Now it turns out that the complete admissions data for the year following the ban show a drop less than half as big as the one claimed in the study and in all those news stories. And as Michael Blastland shows in a recent BBC News article, the 8 percent drop may simply be part of a long-term trend:

Heart attacks have been falling steadily for some years now. The percentage falls in the three years before the ban were 5.1%, 4.7% and 5.7%. So the fall since is still bigger than the trend would lead us to expect, but bigger only by about three or four percentage points—an improvement, but retreating fast from the magnitude of 17.

The latest release also makes clear that even an 8% fall in heart attacks is not unprecedented. There was another, larger drop between 1999 and 2000 of about 11%.
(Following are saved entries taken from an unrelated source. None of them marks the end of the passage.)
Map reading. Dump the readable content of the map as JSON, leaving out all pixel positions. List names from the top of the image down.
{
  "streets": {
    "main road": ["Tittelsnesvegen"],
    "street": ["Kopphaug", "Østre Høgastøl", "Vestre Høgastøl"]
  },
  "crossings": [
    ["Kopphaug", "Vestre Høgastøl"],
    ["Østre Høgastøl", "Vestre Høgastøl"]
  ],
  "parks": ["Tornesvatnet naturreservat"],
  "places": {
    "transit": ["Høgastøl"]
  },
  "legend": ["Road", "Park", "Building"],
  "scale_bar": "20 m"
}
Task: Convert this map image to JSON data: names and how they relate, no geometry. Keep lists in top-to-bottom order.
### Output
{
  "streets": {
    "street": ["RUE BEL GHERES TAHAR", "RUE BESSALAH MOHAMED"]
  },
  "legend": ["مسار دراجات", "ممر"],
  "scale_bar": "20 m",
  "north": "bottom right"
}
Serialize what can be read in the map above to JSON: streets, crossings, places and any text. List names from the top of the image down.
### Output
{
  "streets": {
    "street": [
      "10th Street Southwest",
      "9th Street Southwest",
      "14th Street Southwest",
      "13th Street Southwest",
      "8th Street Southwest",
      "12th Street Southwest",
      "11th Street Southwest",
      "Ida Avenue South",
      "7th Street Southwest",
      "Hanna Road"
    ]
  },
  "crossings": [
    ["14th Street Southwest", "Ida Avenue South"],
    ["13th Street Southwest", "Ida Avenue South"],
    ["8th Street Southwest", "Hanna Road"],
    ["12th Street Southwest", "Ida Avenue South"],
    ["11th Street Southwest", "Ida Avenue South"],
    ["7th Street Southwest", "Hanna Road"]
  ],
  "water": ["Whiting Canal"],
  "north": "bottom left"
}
This seems to demonstrate significant variability around the trend, suggesting that last year's 8% drop might even be the result of chance. It is conceivable, although perhaps unlikely, that the smoking ban had no effect at all. The figures could be a result of no more than the ordinary ups and downs of statistical variation from one year to the next.

Reporters can't be expected to look at data that haven't been released yet. But the idea that a smoking ban could cause an immediate, dramatic drop in heart attacks, whether by reducing secondhand smoke exposure or by encouraging smokers to quit, is so scientifically implausible that journalists should be automatically skeptical. Random variation and/or continuation of pre-existing trends are much more likely explanations for a decrease in heart attack admissions that happens to follow the imposition of a smoking ban. In the absence of more evidence, including additional years of followup and data from other jurisdictions with smoking bans (most of which apparently have not seen the big changes found in the few places that anti-smoking activists like to cite), the breathless reports prompted by studies like this one are absurdly premature.